The olecranon bursa is located between the tip, or point, of the elbow (the olecranon) and the overlying skin. This bursa allows the elbow to bend and straighten freely underneath the skin. In short, this bursa acts as a cushion between the skin and the bone. However, if the elbow is hit, or you put constant pressure against the tip of the elbow (as when you lean on a desk or other hard surface), the bursa can become inflamed and irritated, a condition called bursitis. The bursa begins to swell, and may create a lump over the tip of the elbow. Often, elbow bursitis is called Popeye’s Elbow, after the famous cartoon sailorman.
Causes of Elbow Bursitis
Direct Blow to Elbow
In some cases, a direct blow or fall onto the elbow can damage the bursa. This usually causes bleeding into the bursa sac, because the blood vessels in the tissues that make up the bursa are damaged and torn. In the skin this would simply form a bruise, but in a bursa blood may actually fill the bursa sac. This causes the bursa to swell up like a rubber balloon filled with water.
The blood in the bursa is thought to cause an inflammatory reaction. The walls of the bursa may thicken and remain thickened and tender even after the blood has been absorbed by the body. This thickening and swelling of the bursa is referred to as olecranon bursitis.

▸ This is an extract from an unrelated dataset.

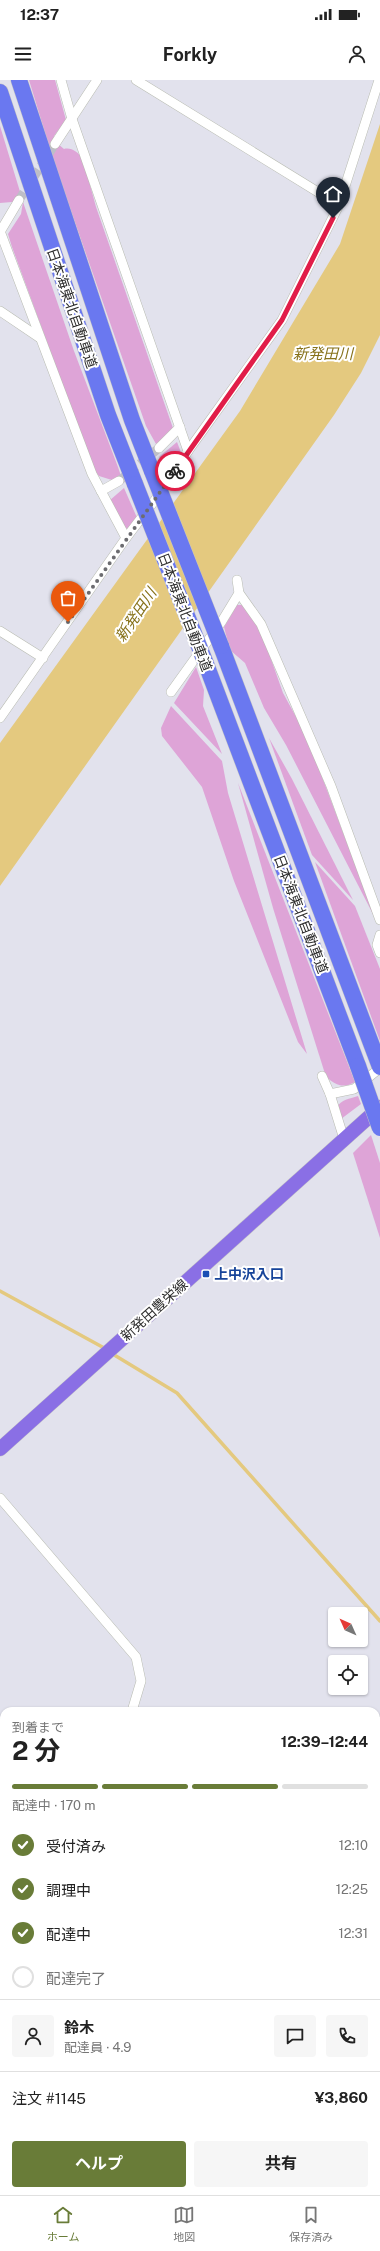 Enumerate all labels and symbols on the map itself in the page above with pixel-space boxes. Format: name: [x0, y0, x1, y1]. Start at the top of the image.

Contact sports are not without falls that can harm the elbows — ice hockey, racquetball, basketball, any sport requiring diving to the ground. Rollerskating, ice skating, skateboarding and the like can also cause elbow damage. Simply whacking the elbow hard against a wall, or in a fall against a rock when hiking, or as a result of a car or bicycle accident — these can harm the elbow as well.
Olecranon bursitis can also occur over a longer period of time. People who constantly put their elbows on a hard surface as part of their activities or job can repeatedly injure the bursa. This repeated injury can lead to irritation and thickening of the bursa over time. The chronic irritation leads to the same condition in the end: olecranon bursitis.
I have personally learned that I am susceptible to elbow bursitis by resting them on my chair’s uncushioned arms (of which I now have cushioned with foam!).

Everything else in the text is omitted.